** TASK DIRECTIONS **
Filter the records below and copy every line containing the word "Math".

┌────────

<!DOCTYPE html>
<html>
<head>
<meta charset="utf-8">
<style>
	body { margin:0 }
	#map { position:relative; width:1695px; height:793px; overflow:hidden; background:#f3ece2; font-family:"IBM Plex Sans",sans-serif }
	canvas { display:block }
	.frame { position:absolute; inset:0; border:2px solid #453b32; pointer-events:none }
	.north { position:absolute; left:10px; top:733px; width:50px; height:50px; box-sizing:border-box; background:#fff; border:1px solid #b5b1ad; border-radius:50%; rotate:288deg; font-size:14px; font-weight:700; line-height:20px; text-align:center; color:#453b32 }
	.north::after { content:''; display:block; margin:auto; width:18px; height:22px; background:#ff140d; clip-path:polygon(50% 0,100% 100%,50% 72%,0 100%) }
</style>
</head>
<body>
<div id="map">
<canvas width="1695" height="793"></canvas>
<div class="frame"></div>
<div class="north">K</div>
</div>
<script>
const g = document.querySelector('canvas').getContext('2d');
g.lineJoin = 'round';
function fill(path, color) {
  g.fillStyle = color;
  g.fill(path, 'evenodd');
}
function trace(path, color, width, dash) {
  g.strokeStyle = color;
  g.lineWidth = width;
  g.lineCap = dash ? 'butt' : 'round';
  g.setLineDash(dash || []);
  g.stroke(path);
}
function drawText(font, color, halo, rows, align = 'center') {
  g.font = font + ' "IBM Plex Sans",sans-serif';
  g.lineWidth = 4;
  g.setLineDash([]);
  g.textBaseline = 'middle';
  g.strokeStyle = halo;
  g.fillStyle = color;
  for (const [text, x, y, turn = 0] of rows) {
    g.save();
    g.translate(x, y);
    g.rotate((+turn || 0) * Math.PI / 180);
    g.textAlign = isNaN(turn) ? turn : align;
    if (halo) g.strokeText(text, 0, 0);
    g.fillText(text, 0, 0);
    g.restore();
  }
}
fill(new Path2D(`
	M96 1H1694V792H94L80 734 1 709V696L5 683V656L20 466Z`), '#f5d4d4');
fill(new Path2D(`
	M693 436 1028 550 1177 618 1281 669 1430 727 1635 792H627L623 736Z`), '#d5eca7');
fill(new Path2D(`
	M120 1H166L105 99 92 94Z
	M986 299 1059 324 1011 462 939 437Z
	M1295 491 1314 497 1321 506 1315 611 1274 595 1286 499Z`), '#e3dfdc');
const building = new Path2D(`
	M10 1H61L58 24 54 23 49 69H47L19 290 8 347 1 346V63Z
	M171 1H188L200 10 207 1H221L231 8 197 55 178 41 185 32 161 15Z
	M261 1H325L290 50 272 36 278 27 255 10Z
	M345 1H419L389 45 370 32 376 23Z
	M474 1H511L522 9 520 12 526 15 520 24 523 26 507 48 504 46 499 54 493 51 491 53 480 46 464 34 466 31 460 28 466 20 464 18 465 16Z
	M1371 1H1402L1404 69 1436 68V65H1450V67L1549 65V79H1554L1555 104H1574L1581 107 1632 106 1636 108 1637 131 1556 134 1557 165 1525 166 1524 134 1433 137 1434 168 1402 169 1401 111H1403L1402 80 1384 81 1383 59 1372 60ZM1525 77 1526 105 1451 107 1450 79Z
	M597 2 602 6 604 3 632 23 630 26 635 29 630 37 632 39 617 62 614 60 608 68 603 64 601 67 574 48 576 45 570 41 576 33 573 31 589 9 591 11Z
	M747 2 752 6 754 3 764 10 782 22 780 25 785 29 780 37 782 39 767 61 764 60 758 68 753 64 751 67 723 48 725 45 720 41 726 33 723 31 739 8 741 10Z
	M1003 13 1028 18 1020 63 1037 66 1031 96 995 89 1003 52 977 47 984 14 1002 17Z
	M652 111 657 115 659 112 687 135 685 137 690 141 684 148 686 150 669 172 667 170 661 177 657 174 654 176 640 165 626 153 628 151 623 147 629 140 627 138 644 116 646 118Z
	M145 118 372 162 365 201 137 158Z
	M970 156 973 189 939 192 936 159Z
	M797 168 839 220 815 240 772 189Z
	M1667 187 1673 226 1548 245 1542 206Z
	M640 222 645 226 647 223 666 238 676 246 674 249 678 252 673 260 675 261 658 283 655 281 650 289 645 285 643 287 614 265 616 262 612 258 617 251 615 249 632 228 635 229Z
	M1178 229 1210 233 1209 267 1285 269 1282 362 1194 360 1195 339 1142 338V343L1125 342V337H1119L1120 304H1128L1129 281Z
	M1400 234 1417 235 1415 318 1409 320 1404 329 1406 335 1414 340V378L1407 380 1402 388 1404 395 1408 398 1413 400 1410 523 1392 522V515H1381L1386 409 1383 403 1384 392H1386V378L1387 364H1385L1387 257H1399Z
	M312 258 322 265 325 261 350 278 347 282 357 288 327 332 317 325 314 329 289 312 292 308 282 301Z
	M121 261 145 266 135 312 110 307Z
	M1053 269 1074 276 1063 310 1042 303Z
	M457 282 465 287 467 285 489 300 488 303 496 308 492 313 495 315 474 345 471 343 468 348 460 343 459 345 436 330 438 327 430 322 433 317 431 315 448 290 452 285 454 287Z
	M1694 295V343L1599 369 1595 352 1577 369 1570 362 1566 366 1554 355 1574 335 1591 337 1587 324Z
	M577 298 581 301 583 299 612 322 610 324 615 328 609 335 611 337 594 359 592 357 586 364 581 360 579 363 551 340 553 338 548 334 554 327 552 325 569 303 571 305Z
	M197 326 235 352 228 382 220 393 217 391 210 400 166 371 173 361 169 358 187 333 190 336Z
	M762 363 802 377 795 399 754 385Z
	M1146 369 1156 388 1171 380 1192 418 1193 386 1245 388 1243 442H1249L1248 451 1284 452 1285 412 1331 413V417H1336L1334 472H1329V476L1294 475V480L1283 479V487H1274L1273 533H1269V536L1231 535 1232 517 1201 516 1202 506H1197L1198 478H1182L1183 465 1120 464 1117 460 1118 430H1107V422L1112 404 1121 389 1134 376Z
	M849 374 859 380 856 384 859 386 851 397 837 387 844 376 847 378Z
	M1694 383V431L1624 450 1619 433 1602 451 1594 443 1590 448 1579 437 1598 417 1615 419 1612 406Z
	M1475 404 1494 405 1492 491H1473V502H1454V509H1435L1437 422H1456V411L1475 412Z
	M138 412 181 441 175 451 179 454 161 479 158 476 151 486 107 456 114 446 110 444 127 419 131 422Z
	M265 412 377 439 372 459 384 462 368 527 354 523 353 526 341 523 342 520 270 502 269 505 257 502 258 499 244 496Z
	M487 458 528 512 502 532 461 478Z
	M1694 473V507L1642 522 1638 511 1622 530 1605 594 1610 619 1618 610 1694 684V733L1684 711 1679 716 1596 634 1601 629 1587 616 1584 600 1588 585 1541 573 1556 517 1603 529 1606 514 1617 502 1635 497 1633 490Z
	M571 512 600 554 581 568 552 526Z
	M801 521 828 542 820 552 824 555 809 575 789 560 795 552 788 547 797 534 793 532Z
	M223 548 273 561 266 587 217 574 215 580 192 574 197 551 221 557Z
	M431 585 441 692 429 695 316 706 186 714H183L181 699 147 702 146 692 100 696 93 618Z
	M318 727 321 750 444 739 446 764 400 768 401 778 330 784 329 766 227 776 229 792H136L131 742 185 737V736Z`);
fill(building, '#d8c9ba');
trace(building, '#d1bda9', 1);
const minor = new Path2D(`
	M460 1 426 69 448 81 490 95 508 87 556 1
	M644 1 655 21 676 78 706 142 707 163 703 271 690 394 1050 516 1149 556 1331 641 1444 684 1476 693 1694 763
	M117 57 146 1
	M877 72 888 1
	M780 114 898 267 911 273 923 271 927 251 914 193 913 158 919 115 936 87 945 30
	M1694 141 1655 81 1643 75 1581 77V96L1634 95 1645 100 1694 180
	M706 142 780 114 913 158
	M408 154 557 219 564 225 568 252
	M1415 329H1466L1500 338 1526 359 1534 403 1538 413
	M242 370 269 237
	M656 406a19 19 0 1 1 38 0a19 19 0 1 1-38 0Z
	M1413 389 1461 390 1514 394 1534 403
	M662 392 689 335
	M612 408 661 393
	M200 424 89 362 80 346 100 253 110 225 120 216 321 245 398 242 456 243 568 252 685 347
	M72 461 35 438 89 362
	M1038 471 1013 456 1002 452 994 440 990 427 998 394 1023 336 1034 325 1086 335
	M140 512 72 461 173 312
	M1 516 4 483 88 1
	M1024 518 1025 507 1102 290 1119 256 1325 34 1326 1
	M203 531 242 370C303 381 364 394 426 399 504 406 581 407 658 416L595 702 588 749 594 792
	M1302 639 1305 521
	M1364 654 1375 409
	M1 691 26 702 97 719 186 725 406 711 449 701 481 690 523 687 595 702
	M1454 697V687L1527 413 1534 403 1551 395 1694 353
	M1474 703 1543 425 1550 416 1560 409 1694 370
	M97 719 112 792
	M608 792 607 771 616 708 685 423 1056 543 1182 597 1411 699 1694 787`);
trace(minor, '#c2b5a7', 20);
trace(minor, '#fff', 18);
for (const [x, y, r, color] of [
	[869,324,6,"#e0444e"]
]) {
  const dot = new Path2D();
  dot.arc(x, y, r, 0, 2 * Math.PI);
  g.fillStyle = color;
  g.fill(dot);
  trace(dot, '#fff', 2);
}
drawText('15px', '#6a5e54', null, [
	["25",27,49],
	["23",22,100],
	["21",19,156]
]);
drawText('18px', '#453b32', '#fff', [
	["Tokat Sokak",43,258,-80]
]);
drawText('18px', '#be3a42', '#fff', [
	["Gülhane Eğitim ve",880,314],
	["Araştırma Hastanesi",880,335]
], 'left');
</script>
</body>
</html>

└────────

** SOLUTION TO THE EXERCISE **
    g.rotate((+turn || 0) * Math.PI / 180);
  dot.arc(x, y, r, 0, 2 * Math.PI);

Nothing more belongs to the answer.